◆ TRY IT
In the data below, find every line with the string "content" and pull it out.

- - -

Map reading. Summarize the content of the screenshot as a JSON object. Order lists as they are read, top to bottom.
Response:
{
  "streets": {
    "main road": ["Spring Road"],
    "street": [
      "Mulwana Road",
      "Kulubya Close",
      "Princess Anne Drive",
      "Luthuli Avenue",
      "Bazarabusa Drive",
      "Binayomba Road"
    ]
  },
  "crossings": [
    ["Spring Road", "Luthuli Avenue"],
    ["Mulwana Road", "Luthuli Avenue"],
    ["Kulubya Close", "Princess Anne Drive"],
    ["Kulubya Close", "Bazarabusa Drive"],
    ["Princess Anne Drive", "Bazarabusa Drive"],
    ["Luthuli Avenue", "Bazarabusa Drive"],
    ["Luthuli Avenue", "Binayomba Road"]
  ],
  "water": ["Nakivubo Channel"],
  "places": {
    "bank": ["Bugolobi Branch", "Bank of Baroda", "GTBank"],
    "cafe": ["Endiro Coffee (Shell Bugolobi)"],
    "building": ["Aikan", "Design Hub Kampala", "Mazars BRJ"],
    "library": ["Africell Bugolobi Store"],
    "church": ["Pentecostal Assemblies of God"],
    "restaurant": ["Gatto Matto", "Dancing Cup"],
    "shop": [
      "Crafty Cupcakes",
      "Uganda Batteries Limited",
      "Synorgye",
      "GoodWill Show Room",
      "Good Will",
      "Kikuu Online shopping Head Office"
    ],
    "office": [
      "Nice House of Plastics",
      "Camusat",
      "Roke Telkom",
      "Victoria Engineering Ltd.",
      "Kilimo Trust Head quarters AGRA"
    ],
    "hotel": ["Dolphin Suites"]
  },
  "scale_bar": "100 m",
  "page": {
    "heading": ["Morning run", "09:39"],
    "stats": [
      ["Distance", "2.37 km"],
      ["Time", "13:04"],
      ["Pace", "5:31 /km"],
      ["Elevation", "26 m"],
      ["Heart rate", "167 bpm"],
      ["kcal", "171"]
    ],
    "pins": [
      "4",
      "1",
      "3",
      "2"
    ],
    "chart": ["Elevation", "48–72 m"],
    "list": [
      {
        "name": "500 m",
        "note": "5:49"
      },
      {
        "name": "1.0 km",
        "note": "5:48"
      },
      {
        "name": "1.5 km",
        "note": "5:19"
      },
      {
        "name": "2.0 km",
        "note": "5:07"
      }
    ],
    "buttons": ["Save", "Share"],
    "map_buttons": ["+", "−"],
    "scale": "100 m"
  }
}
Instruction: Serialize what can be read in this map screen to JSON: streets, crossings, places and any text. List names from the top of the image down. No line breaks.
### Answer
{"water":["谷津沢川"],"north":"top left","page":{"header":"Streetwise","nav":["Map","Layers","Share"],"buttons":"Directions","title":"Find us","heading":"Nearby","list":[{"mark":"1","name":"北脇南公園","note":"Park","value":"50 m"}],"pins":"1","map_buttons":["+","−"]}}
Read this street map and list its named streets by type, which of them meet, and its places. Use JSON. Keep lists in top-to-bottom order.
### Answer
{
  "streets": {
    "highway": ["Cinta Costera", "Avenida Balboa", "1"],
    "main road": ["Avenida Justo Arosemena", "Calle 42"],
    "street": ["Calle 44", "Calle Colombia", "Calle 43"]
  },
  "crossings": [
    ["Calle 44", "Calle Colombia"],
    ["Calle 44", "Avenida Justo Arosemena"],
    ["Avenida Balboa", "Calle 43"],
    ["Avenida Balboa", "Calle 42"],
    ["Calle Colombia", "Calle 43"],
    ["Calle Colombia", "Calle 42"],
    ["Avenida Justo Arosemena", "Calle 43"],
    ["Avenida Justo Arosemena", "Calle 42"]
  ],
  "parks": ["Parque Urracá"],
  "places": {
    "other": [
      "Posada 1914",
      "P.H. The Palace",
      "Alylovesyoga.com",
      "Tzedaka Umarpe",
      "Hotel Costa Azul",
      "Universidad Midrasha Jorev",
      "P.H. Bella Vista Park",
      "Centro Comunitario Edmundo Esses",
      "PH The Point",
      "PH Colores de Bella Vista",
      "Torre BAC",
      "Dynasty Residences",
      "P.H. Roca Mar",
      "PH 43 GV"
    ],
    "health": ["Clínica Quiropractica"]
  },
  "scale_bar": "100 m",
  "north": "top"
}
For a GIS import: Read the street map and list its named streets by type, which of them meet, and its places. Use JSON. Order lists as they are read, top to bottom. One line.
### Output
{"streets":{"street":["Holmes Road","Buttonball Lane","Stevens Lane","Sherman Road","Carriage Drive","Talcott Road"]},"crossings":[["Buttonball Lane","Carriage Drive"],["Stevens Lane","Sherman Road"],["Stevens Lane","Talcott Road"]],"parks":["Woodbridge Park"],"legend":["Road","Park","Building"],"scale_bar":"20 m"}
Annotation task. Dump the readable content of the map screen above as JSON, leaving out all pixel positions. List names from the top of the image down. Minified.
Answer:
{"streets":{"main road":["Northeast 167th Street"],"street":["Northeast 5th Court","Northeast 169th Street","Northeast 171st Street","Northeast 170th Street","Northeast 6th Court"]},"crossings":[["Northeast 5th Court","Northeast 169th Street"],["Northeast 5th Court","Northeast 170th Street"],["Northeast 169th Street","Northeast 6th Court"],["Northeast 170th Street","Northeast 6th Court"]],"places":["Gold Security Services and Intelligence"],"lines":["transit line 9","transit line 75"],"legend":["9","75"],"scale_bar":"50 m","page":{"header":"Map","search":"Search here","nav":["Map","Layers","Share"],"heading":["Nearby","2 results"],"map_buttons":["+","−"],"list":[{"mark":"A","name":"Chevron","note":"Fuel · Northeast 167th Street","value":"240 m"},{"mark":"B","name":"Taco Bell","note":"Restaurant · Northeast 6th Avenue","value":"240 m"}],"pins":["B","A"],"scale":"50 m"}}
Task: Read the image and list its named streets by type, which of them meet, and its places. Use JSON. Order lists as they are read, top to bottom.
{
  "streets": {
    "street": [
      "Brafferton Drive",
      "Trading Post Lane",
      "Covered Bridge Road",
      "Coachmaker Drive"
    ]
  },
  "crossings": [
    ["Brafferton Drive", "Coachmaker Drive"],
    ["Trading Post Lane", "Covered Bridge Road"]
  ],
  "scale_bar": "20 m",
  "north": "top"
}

- - -

◆ EXERCISE RESPONSE
Map reading. Summarize the content of the screenshot as a JSON object. Order lists as they are read, top to bottom.
Annotation task. Dump the readable content of the map screen above as JSON, leaving out all pixel positions. List names from the top of the image down. Minified.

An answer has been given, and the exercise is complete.